━━━━━ Information given ━━━━━

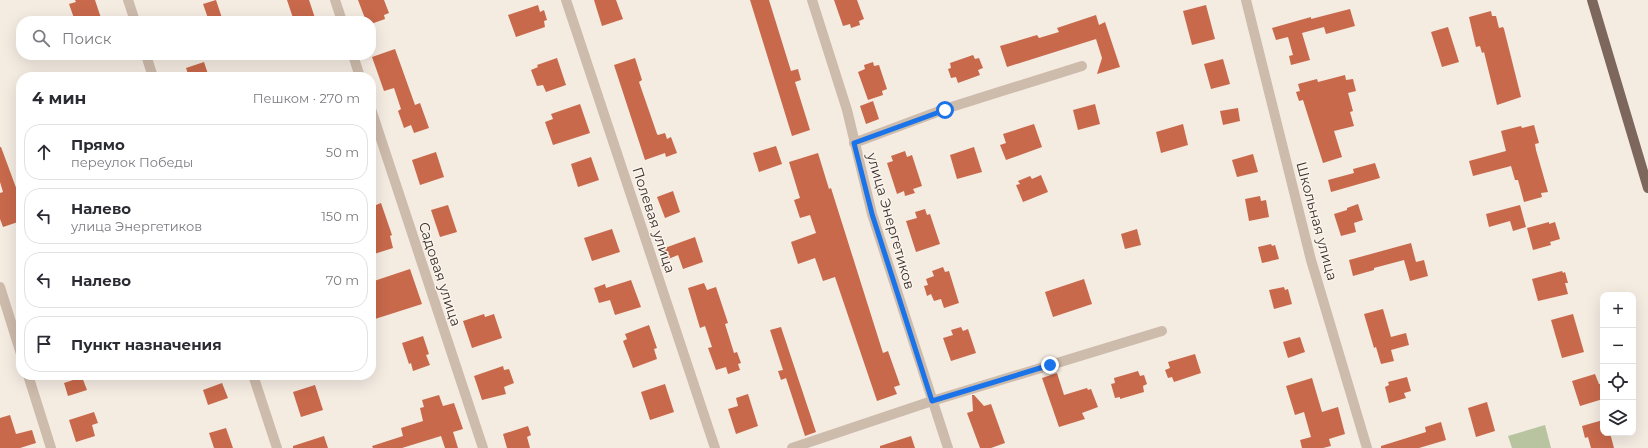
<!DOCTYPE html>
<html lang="ru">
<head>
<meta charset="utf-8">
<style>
	:root { --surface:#fff; --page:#f7f7f7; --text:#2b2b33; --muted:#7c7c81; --line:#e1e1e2 }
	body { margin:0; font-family:Montserrat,sans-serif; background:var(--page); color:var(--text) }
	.controls { position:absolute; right:12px; bottom:12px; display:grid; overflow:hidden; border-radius:8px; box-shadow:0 4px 16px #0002 }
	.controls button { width:36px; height:36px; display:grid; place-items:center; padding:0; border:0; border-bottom:1px solid var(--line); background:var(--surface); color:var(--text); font:20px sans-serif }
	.stop { position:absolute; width:12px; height:12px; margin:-9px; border:3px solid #1a73e8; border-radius:50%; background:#fff }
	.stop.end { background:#1a73e8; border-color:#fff; box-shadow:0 1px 4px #0008 }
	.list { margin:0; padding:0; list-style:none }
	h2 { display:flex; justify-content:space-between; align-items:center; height:52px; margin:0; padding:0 16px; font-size:17px }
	h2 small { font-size:13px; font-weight:400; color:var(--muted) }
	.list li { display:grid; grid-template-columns:26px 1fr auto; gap:12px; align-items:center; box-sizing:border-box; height:56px; margin:0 8px 8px; padding:0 8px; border:1px solid var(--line); border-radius:16px }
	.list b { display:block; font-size:15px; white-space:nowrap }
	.list p { margin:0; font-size:13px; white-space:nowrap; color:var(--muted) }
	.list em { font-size:13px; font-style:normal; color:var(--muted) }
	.icon { flex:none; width:22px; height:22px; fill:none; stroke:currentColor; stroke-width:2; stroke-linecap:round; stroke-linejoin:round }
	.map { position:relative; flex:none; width:1648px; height:448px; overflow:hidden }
	.search { position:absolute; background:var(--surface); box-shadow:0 4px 16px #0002; left:16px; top:16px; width:360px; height:44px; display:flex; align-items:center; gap:10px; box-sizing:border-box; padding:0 14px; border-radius:16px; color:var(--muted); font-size:15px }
	.panel { position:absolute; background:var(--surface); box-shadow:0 4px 16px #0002; left:16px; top:72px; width:360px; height:308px; border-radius:16px }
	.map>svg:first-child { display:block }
</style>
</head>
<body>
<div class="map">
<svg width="1648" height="448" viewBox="0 0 1648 448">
	<rect width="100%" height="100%" fill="#f4ebe1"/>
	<polygon fill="#b8c4a0" points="1545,425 1551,448 1512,448 1508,436"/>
	<g fill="#c8694b">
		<polygon points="75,0 95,0 102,21 75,21 69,4 76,2"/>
		<polygon points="216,0 223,21 209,21 203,4"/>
		<polygon points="287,0 309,0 316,21 294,21"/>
		<polygon points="358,0 384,0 389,13 384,15 385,19 371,24 371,21 366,21"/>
		<polygon points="594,0 616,0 623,19 602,26"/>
		<polygon points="750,0 769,0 791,71 798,69 801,80 795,82 810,130 792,136"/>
		<polygon points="834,0 857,0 864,19 859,21 860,25 851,28 850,24 843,26"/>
		<polygon points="538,5 540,12 544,10 547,20 544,21 545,27 516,37 508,15"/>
		<polygon points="1206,5 1215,39 1192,45 1183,11"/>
		<polygon points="1350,9 1355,26 1326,34 1324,27 1302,33 1310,60 1291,65 1289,56 1293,55 1288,37 1276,40 1272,28 1311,17 1311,19"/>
		<polygon points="1491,11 1492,16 1496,16 1499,28 1503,27 1504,29 1521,97 1497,105 1484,52 1482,53 1480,46 1476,47 1469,17"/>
		<polygon points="1096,15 1099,25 1105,22 1120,67 1097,74 1102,58 1096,39 1007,67 1000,46 1037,35 1039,38 1059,32 1057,28"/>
		<polygon points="1448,27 1459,62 1442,67 1431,32"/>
		<polygon points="395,49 415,105 420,103 429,128 414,133 411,125 404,128 398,111 401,109 394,88 384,91 372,57"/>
		<polygon points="973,55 975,59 979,58 983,68 978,70 980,75 958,83 956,77 951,78 948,69 951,68 950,63"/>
		<polygon points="557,58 566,85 546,92 543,85 537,86 531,70 538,67 537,65"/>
		<polygon points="635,58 642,80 639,82 657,134 658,135 665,133 667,139 671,137 677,153 666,157 665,153 645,160 614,65"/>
		<polygon points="1223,59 1230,84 1211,89 1204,64"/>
		<polygon points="204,62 209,77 189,77 186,68"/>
		<polygon points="873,62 874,66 879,65 887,89 882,91 883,95 868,100 858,72 865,69 864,65"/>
		<polygon points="1345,75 1346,80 1353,79 1356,91 1348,93 1353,111 1350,112 1354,126 1334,131 1342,157 1323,163 1303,100 1299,101 1296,92 1300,91 1298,84 1317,79 1318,82"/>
		<polygon points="873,101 879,119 866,124 860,106"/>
		<polygon points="580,104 590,133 553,145 545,122 553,119 551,114"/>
		<polygon points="1095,104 1100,124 1078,130 1073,110"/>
		<polygon points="1238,108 1240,121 1223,125 1220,111"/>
		<polygon points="1034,124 1042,147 1006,160 1000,145 1006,143 1003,134"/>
		<polygon points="1183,124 1188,145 1161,153 1156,132"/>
		<polygon points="1534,125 1539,143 1535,144 1536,150 1548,192 1541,193 1542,197 1524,202 1518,180 1515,180 1511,166 1473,176 1469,161 1506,151 1501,131 1521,126 1522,128"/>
		<polygon points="776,146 782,164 759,172 753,153"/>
		<polygon points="0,147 1,147 18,193 21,191 21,221 3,227 0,219 0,193 3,192 0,182"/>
		<polygon points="974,147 982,172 957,179 950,155"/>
		<polygon points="905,151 907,157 912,155 922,186 913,189 915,193 905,196 904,191 897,194 887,163 893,161 891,156"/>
		<polygon points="436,152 444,177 420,185 412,160"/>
		<polygon points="818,153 829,189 831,188 883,353 888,351 900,385 894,387 897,394 877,401 835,277 823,281 815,258 798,264 791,242 816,233 810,215 800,218 794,200 800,198 789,162"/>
		<polygon points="1253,154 1258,172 1237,177 1232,160"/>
		<polygon points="591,157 599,180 578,187 571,164"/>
		<polygon points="1375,163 1380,178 1331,192 1328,180 1354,173 1353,169"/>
		<polygon points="1041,175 1048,192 1023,202 1016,185 1020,184 1018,181 1030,176 1032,179"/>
		<polygon points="673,191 680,212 665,218 657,197"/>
		<polygon points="1260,196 1261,201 1266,200 1269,217 1249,221 1245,199"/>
		<polygon points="381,203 392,235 390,236 393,248 371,255 371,226 374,225 371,214 371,207"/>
		<polygon points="1358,204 1363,220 1354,223 1356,232 1341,236 1334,214 1347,210 1347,208"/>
		<polygon points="448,205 457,232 440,237 431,210"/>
		<polygon points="1520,205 1526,227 1513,231 1510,221 1489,227 1486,214"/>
		<polygon points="925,209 927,215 930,214 940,244 916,252 906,221 917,218 915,212"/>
		<polygon points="1549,222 1549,224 1555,222 1560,239 1550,242 1551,245 1533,250 1527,228"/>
		<polygon points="612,229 620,252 592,261 584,238"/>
		<polygon points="1137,229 1141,245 1125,249 1121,234"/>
		<polygon points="695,237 703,262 683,269 678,255 666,260 662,249"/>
		<polygon points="1411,243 1416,262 1424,260 1428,276 1410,281 1404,260 1374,268 1374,270 1353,276 1349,260"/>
		<polygon points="1271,244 1272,246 1275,245 1279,259 1262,263 1258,247"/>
		<polygon points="943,267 945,272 949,271 959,303 944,308 941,299 934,301 931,294 927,296 924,286 928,285 926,279 934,276 932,271"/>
		<polygon points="410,269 422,304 375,319 371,309 371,282"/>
		<polygon points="1562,271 1563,273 1565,272 1568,283 1565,283 1568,294 1538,301 1532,279"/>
		<polygon points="1084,279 1092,304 1053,317 1045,292"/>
		<polygon points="631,280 641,307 615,315 610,300 599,303 594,288 605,284 606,288"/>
		<polygon points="704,283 707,290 716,287 728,323 725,324 734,353 737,352 741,363 738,364 740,370 728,374 726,367 716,370 708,348 712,347 705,326 700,328 688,288"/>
		<polygon points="1284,287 1285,290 1288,289 1292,304 1274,309 1269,290"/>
		<polygon points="1383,309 1391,337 1406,333 1409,345 1391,350 1394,361 1381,364 1376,347 1374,348 1364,314"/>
		<polygon points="484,314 485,317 494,314 502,338 472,348 463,321"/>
		<polygon points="1573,314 1584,352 1562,358 1551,320"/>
		<polygon points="649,325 657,348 654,349 657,359 633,368 623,341 627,339 625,334"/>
		<polygon points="781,327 816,432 805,436 786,378 781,380 778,371 783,370 770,330"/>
		<polygon points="961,327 963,331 968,329 976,353 951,361 943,338 953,335 951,330"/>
		<polygon points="423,336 429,354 426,355 430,365 413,371 411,363 409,364 402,343"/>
		<polygon points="1300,337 1305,352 1288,358 1283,342"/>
		<polygon points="1195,354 1201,373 1174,382 1172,377 1168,378 1165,370 1170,368 1168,362"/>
		<polygon points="503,366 504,370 509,369 514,383 504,387 506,394 482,400 474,376"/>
		<polygon points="1138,371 1140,376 1144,375 1147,384 1143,386 1144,392 1120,399 1120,397 1115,398 1111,384 1115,383 1114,378"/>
		<polygon points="1057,373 1064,395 1087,388 1088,390 1091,389 1098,407 1082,413 1085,419 1059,427 1042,378"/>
		<polygon points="1595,374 1599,384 1601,384 1603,399 1580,406 1572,381"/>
		<polygon points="82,377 87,390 68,396 64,383"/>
		<polygon points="1407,377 1411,391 1404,393 1406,398 1389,403 1385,387 1389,385 1388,382"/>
		<polygon points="1312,378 1322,412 1338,407 1345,434 1329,439 1331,446 1323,448 1302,448 1300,440 1311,437 1304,412 1295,415 1286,386"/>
		<polygon points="222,383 228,398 208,405 203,390"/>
		<polygon points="665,384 674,412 650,420 641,392"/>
		<polygon points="315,385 323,410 301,417 293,392"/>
		<polygon points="748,394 758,426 736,434 728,409 738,406 736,398"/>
		<polygon points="439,395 443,406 454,403 463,429 453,432 458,448 445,448 441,436 402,448 373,448 372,446 403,436 401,428 423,421 420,408 424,407 422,400"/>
		<polygon points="972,395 974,395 984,406 991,404 1005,443 991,448 980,448 967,413 973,411"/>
		<polygon points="1487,402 1495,431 1476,437 1468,408"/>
		<polygon points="94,412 98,423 92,425 95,436 76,442 69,420"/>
		<polygon points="10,415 16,434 32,430 36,443 20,448 0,448 0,418"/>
		<polygon points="1603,420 1603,433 1610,433 1614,448 1591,448 1588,437 1585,438 1582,426"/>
		<polygon points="1441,422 1446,440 1419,448 1381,448 1381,446 1426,432 1425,427"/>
		<polygon points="528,426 531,435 527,437 530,448 507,448 503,434"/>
		<polygon points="226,428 233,448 214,448 209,433"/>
		<polygon points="324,436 328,448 293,448 293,446"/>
		<polygon points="911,436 915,448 880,448 880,446"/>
	</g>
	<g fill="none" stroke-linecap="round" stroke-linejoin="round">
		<g stroke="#cdbbac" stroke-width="10">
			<polyline points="128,0 135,21"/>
			<polyline points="335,0 342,21"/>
			<polyline points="566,0 715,448"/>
			<polyline points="812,0 847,110 872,214 948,448"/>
			<polyline points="1246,0 1311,260 1367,448"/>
			<polyline points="146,55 153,77"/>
			<polyline points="353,55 360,77"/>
			<polyline points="371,109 483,448"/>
			<polyline points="854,143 945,109 1082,66"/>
			<polyline points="0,287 21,354"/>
			<polyline points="28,375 51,448"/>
			<polyline points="253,375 277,448"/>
			<polyline points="792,448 932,401 1162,331"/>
		</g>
		<polyline stroke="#7d675c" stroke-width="10" points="1592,0 1648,188"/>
	</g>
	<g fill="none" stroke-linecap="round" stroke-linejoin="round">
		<polyline stroke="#1a73e8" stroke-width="5" points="945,110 854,143 872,214 932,401 1050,365"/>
	</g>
	<g text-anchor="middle" stroke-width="3" stroke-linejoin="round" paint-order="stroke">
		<g font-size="14" fill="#3b302b" stroke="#fbf5ee">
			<text transform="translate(654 220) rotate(72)" y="5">Полевая улица</text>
			<text transform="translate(891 221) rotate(74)" y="5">улица Энергетиков</text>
			<text transform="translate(1317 221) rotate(75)" y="5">Школьная улица</text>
			<text transform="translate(440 274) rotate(72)" y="5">Садовая улица</text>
		</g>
	</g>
</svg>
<div class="controls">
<button>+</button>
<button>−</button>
<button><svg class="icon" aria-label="locate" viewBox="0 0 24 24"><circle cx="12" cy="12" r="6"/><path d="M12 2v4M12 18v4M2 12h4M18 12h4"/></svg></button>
<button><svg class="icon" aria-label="layers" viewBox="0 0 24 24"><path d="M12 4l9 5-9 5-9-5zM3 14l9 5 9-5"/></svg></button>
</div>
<div class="stop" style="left:945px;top:110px"></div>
<div class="stop end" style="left:1050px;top:365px"></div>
<div class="search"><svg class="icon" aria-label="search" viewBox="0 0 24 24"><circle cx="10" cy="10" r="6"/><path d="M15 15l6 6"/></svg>Поиск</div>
<section class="panel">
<h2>4 мин<small>Пешком · 270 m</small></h2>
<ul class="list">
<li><svg class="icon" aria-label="ahead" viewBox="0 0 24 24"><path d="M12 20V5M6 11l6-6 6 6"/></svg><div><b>Прямо</b><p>переулок Победы</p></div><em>50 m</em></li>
<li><svg class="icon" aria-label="left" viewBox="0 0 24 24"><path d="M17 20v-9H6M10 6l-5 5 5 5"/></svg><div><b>Налево</b><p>улица Энергетиков</p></div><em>150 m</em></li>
<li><svg class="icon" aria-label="left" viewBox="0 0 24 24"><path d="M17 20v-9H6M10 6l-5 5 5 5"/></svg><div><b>Налево</b></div><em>70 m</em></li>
<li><svg class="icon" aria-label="arrive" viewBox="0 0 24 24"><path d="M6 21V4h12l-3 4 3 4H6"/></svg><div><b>Пункт назначения</b></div></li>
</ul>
</section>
</div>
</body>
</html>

━━━━━

## Aim of the exercise
Return each line of the data where the word "serif" appears.

## Exercise response
	body { margin:0; font-family:Montserrat,sans-serif; background:var(--page); color:var(--text) }
	.controls button { width:36px; height:36px; display:grid; place-items:center; padding:0; border:0; border-bottom:1px solid var(--line); background:var(--surface); color:var(--text); font:20px sans-serif }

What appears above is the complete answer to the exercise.